Exercise aim:
Search the lines of the records for the word "Enumerate", and copy every line that has it.

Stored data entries
-.-.-

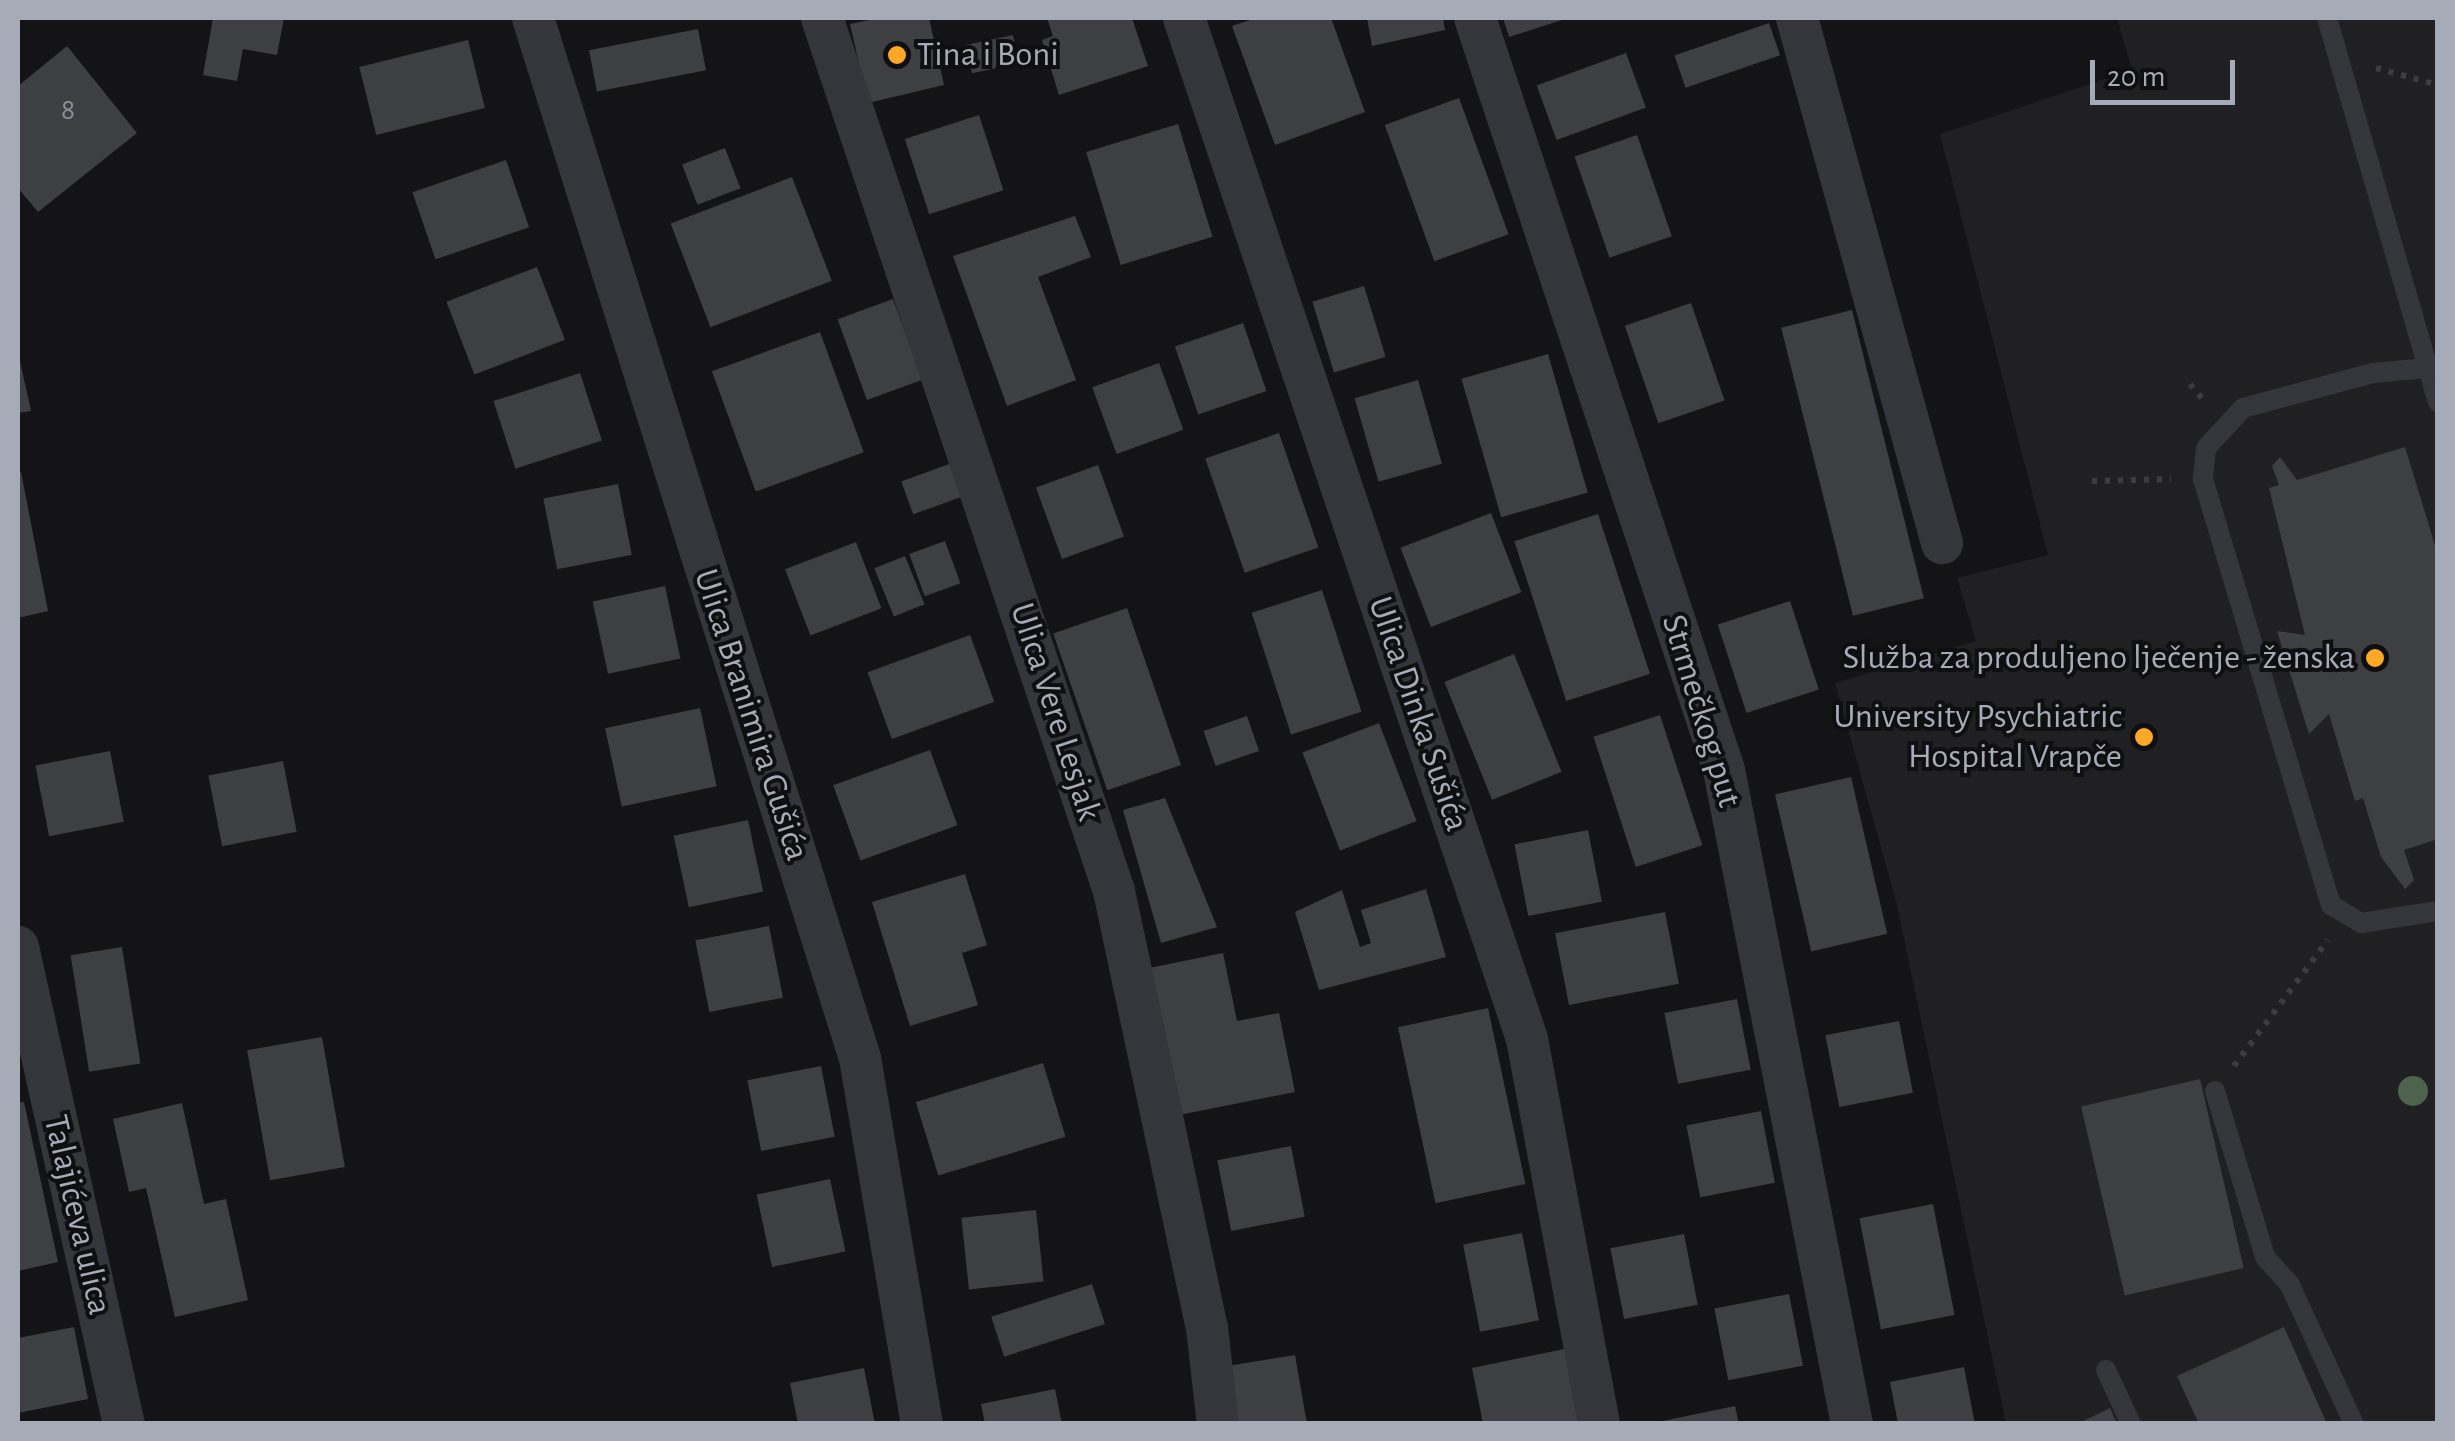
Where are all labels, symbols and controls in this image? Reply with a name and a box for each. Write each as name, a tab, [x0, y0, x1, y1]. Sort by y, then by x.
place label: Tina i Boni	[917, 34, 1059, 76]
scale bar	[2095, 40, 2240, 102]
marker: Tina i Boni	[886, 44, 908, 66]
text: 20 m	[2107, 62, 2165, 92]
house number: 8	[61, 92, 75, 128]
street label: Ulica Branimira Gušića	[684, 564, 818, 866]
street label: Ulica Dinka Sušića	[1358, 591, 1478, 837]
street label: Ulica Vere Lesjak	[1000, 598, 1110, 826]
street label: Strmečkog put	[1652, 610, 1750, 812]
place label: Služba za produljeno lječenje - ženska	[1843, 637, 2355, 679]
marker: Služba za produljeno lječenje - ženska	[2364, 647, 2386, 669]
place label: University Psychiatric Hospital Vrapče	[1833, 696, 2122, 778]
marker: University Psychiatric Hospital Vrapče	[2131, 724, 2157, 750]
street label: Talajićeva ulica	[34, 1111, 120, 1319]

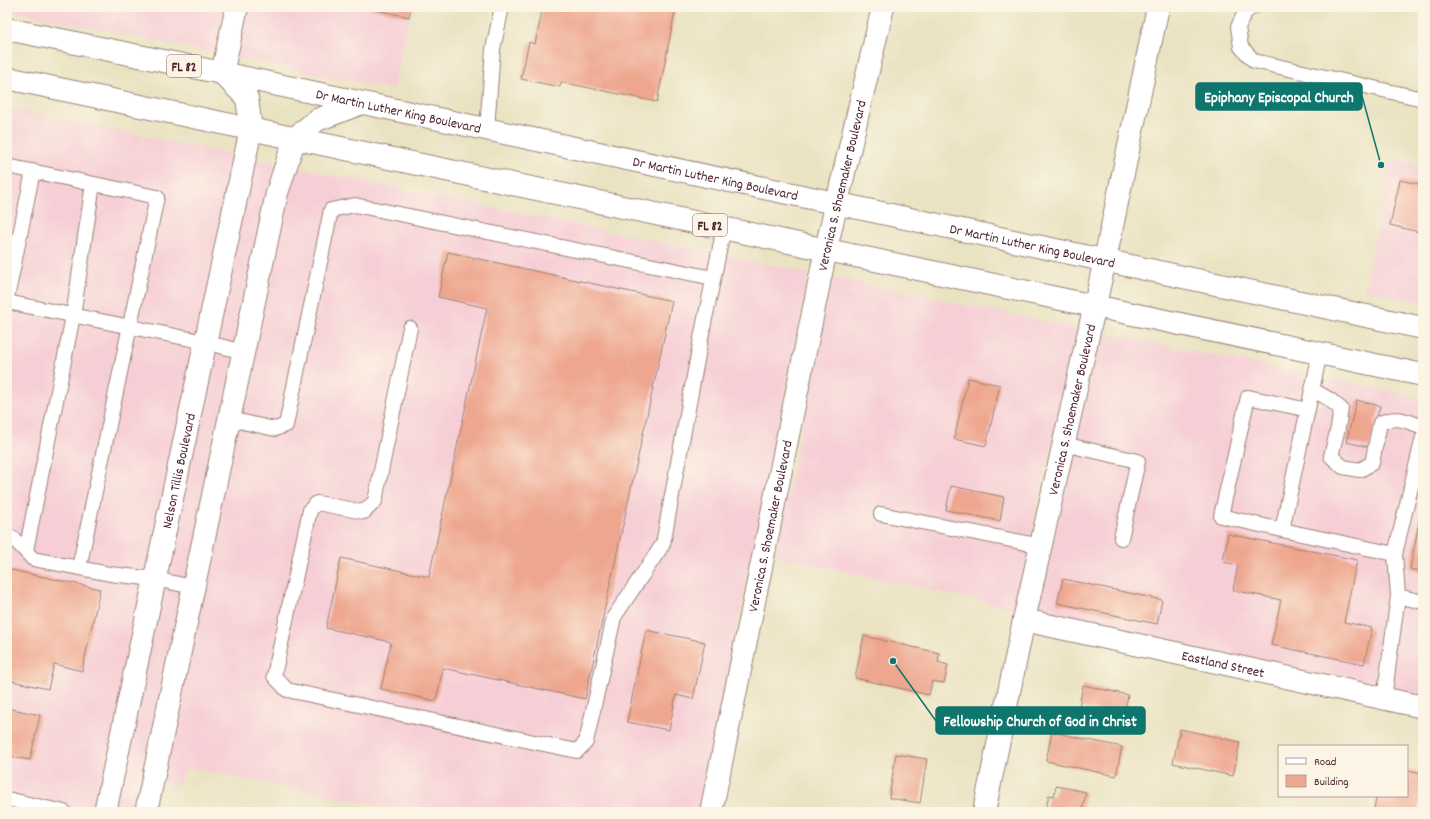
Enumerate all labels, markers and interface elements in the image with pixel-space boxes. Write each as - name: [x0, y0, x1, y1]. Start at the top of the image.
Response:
- road number: FL 82: [167, 55, 201, 77]
- callout: Epiphany Episcopal Church: [1196, 83, 1362, 110]
- street label: Dr Martin Luther King Boulevard: [314, 85, 483, 140]
- text: Epiphany Episcopal Church: [1204, 88, 1354, 110]
- street label: Veronica S. Shoemaker Boulevard: [814, 98, 873, 273]
- street label: Dr Martin Luther King Boulevard: [631, 152, 800, 207]
- road number: FL 82: [693, 214, 727, 236]
- street label: Dr Martin Luther King Boulevard: [948, 220, 1117, 274]
- street label: Veronica S. Shoemaker Boulevard: [1044, 322, 1102, 497]
- street label: Nelson Tillis Boulevard: [158, 412, 202, 531]
- street label: Veronica S. Shoemaker Boulevard: [744, 439, 799, 614]
- street label: Eastland Street: [1180, 647, 1266, 684]
- callout: Fellowship Church of God in Christ: [936, 707, 1145, 734]
- text: Fellowship Church of God in Christ: [943, 712, 1137, 734]
- legend: [1278, 745, 1408, 797]
- text: Road: [1314, 754, 1336, 771]
- text: Building: [1314, 774, 1349, 791]

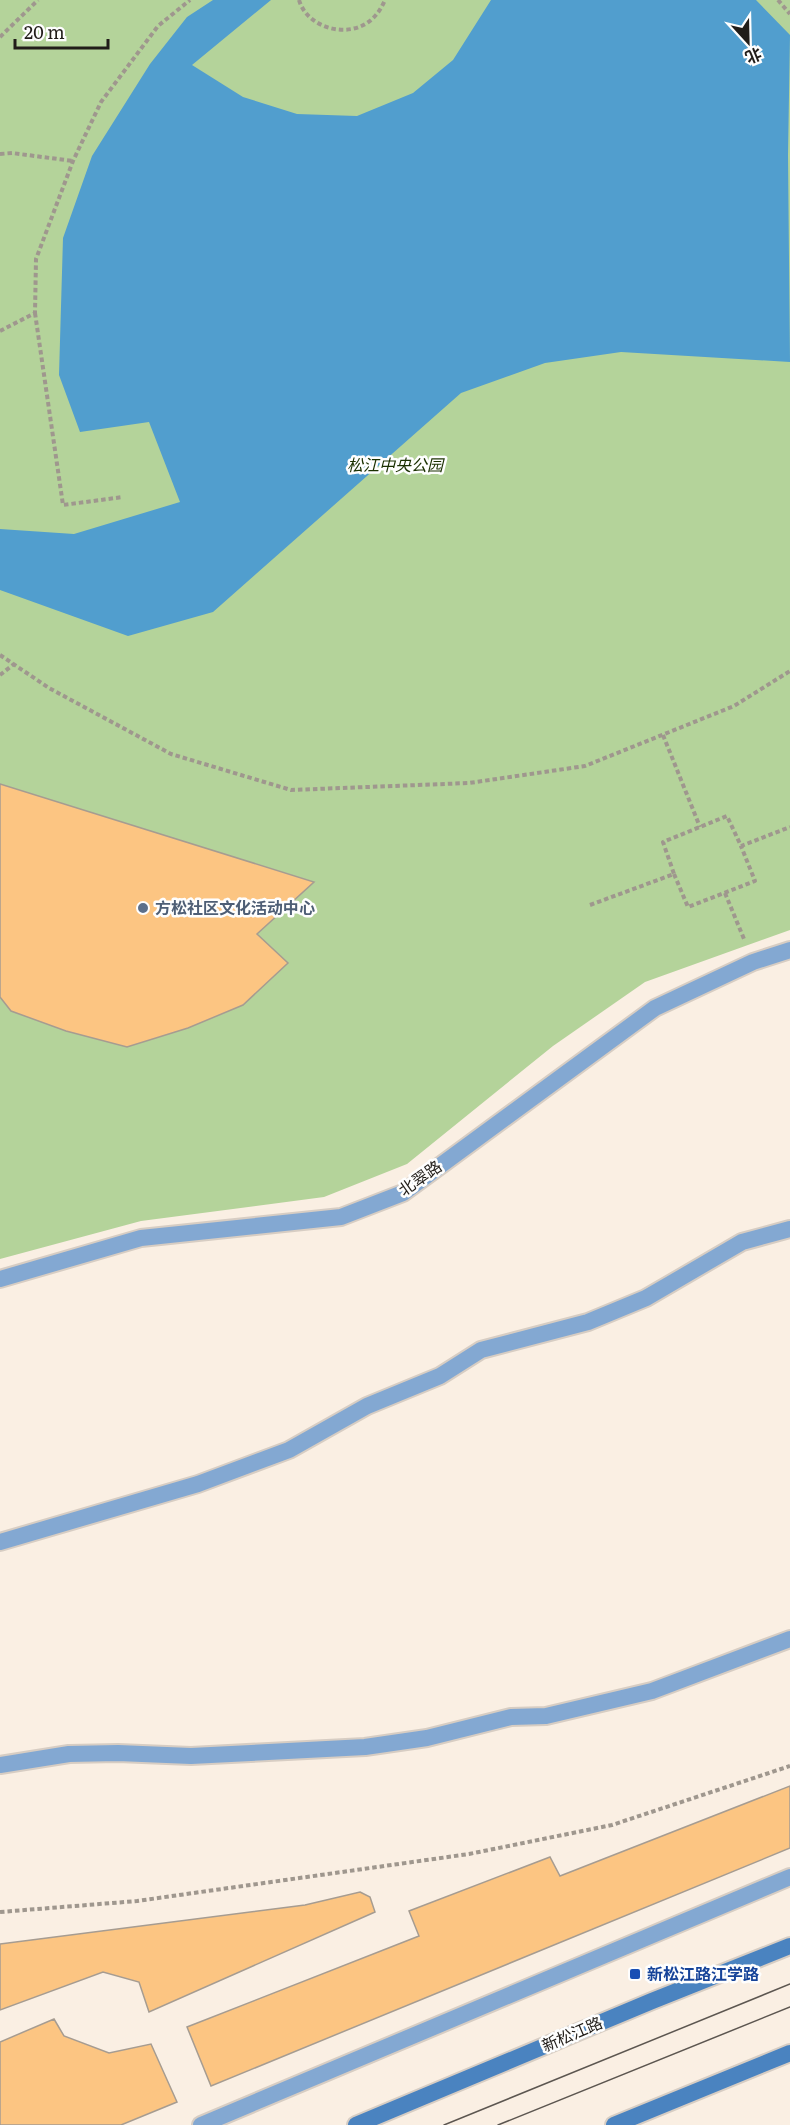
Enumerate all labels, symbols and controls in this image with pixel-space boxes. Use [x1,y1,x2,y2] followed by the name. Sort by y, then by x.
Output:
[15,12,108,50] scale bar
[718,12,778,72] north arrow
[24,18,65,45] text: 20 m
[742,43,766,71] text: 北
[347,452,445,476] park label: 松江中央公园
[155,895,315,919] place label: 方松社区文化活动中心
[136,901,150,915] marker: 方松社区文化活动中心
[393,1154,446,1201] street label: 北翠路
[647,1961,759,1985] place label: 新松江路江学路
[628,1967,642,1981] marker: 新松江路江学路
[537,2010,606,2057] street label: 新松江路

-.-.-

Answer to this problem:
Enumerate all labels, markers and interface elements in the image with pixel-space boxes. Write each as - name: [x0, y0, x1, y1]. Start at the top of the image.
Enumerate all labels, symbols and controls in this image with pixel-space boxes. Use [x1,y1,x2,y2] followed by the name. Sort by y, then by x.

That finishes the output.